*** Material supplied

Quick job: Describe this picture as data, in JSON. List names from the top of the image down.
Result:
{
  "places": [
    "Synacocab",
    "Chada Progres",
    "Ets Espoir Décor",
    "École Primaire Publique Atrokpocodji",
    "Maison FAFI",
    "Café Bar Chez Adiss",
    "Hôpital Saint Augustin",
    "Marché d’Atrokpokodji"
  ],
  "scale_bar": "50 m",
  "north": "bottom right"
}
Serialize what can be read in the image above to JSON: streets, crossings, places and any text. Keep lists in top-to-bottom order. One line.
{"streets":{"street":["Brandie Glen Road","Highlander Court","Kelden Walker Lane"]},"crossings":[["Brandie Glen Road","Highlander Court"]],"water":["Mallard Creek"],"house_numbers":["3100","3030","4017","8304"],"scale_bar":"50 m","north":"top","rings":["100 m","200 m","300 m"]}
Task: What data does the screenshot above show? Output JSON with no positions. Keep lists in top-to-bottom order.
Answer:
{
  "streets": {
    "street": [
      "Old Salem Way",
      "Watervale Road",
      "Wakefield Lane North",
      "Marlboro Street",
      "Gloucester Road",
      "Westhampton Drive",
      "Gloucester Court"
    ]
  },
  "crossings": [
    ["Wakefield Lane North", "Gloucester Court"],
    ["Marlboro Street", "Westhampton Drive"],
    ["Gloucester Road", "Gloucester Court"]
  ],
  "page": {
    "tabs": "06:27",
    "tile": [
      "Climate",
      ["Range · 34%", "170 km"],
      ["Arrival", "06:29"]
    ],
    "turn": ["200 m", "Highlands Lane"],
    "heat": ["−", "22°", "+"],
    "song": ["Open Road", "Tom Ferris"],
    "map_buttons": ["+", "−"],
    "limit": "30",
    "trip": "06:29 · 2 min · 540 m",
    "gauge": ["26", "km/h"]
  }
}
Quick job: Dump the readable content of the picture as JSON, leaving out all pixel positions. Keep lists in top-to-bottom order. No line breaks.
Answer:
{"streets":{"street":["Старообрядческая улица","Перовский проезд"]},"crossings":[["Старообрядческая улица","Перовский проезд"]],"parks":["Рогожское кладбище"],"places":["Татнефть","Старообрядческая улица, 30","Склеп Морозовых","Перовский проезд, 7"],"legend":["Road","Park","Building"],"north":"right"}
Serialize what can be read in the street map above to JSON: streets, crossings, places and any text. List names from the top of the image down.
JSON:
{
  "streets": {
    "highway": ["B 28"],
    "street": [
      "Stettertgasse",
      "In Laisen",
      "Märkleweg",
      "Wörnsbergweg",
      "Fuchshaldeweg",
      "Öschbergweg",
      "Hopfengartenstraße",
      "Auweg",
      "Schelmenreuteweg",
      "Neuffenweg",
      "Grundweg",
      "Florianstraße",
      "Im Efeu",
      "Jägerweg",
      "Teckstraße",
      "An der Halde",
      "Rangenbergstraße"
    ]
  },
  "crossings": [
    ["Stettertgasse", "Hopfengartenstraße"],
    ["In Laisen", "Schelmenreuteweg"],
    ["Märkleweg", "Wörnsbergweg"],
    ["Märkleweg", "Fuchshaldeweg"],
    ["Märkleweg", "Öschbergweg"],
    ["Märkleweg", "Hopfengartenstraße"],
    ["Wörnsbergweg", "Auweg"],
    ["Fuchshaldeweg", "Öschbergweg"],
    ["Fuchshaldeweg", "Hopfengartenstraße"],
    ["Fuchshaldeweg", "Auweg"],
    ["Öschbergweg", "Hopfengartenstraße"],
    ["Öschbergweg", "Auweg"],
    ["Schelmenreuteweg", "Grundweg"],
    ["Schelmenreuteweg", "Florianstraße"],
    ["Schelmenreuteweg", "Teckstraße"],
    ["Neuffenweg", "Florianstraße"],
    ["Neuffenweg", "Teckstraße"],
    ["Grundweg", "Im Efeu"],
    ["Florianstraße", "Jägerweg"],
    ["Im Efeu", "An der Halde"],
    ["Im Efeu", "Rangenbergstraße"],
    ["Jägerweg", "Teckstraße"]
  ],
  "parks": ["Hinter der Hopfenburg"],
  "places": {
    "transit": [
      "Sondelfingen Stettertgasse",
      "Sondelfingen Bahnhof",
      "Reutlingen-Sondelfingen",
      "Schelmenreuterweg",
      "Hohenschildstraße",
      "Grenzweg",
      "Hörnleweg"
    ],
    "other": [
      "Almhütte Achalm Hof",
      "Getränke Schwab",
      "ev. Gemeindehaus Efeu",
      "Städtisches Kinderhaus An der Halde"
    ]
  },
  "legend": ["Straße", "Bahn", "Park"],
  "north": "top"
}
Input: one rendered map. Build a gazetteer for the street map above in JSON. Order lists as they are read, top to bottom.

******

Word for word, write out all of the entries.

## Reply
Quick job: Describe this picture as data, in JSON. List names from the top of the image down.
Result:
{
  "places": [
    "Synacocab",
    "Chada Progres",
    "Ets Espoir Décor",
    "École Primaire Publique Atrokpocodji",
    "Maison FAFI",
    "Café Bar Chez Adiss",
    "Hôpital Saint Augustin",
    "Marché d’Atrokpokodji"
  ],
  "scale_bar": "50 m",
  "north": "bottom right"
}
Serialize what can be read in the image above to JSON: streets, crossings, places and any text. Keep lists in top-to-bottom order. One line.
{"streets":{"street":["Brandie Glen Road","Highlander Court","Kelden Walker Lane"]},"crossings":[["Brandie Glen Road","Highlander Court"]],"water":["Mallard Creek"],"house_numbers":["3100","3030","4017","8304"],"scale_bar":"50 m","north":"top","rings":["100 m","200 m","300 m"]}
Task: What data does the screenshot above show? Output JSON with no positions. Keep lists in top-to-bottom order.
Answer:
{
  "streets": {
    "street": [
      "Old Salem Way",
      "Watervale Road",
      "Wakefield Lane North",
      "Marlboro Street",
      "Gloucester Road",
      "Westhampton Drive",
      "Gloucester Court"
    ]
  },
  "crossings": [
    ["Wakefield Lane North", "Gloucester Court"],
    ["Marlboro Street", "Westhampton Drive"],
    ["Gloucester Road", "Gloucester Court"]
  ],
  "page": {
    "tabs": "06:27",
    "tile": [
      "Climate",
      ["Range · 34%", "170 km"],
      ["Arrival", "06:29"]
    ],
    "turn": ["200 m", "Highlands Lane"],
    "heat": ["−", "22°", "+"],
    "song": ["Open Road", "Tom Ferris"],
    "map_buttons": ["+", "−"],
    "limit": "30",
    "trip": "06:29 · 2 min · 540 m",
    "gauge": ["26", "km/h"]
  }
}
Quick job: Dump the readable content of the picture as JSON, leaving out all pixel positions. Keep lists in top-to-bottom order. No line breaks.
Answer:
{"streets":{"street":["Старообрядческая улица","Перовский проезд"]},"crossings":[["Старообрядческая улица","Перовский проезд"]],"parks":["Рогожское кладбище"],"places":["Татнефть","Старообрядческая улица, 30","Склеп Морозовых","Перовский проезд, 7"],"legend":["Road","Park","Building"],"north":"right"}
Serialize what can be read in the street map above to JSON: streets, crossings, places and any text. List names from the top of the image down.
JSON:
{
  "streets": {
    "highway": ["B 28"],
    "street": [
      "Stettertgasse",
      "In Laisen",
      "Märkleweg",
      "Wörnsbergweg",
      "Fuchshaldeweg",
      "Öschbergweg",
      "Hopfengartenstraße",
      "Auweg",
      "Schelmenreuteweg",
      "Neuffenweg",
      "Grundweg",
      "Florianstraße",
      "Im Efeu",
      "Jägerweg",
      "Teckstraße",
      "An der Halde",
      "Rangenbergstraße"
    ]
  },
  "crossings": [
    ["Stettertgasse", "Hopfengartenstraße"],
    ["In Laisen", "Schelmenreuteweg"],
    ["Märkleweg", "Wörnsbergweg"],
    ["Märkleweg", "Fuchshaldeweg"],
    ["Märkleweg", "Öschbergweg"],
    ["Märkleweg", "Hopfengartenstraße"],
    ["Wörnsbergweg", "Auweg"],
    ["Fuchshaldeweg", "Öschbergweg"],
    ["Fuchshaldeweg", "Hopfengartenstraße"],
    ["Fuchshaldeweg", "Auweg"],
    ["Öschbergweg", "Hopfengartenstraße"],
    ["Öschbergweg", "Auweg"],
    ["Schelmenreuteweg", "Grundweg"],
    ["Schelmenreuteweg", "Florianstraße"],
    ["Schelmenreuteweg", "Teckstraße"],
    ["Neuffenweg", "Florianstraße"],
    ["Neuffenweg", "Teckstraße"],
    ["Grundweg", "Im Efeu"],
    ["Florianstraße", "Jägerweg"],
    ["Im Efeu", "An der Halde"],
    ["Im Efeu", "Rangenbergstraße"],
    ["Jägerweg", "Teckstraße"]
  ],
  "parks": ["Hinter der Hopfenburg"],
  "places": {
    "transit": [
      "Sondelfingen Stettertgasse",
      "Sondelfingen Bahnhof",
      "Reutlingen-Sondelfingen",
      "Schelmenreuterweg",
      "Hohenschildstraße",
      "Grenzweg",
      "Hörnleweg"
    ],
    "other": [
      "Almhütte Achalm Hof",
      "Getränke Schwab",
      "ev. Gemeindehaus Efeu",
      "Städtisches Kinderhaus An der Halde"
    ]
  },
  "legend": ["Straße", "Bahn", "Park"],
  "north": "top"
}
Input: one rendered map. Build a gazetteer for the street map above in JSON. Order lists as they are read, top to bottom.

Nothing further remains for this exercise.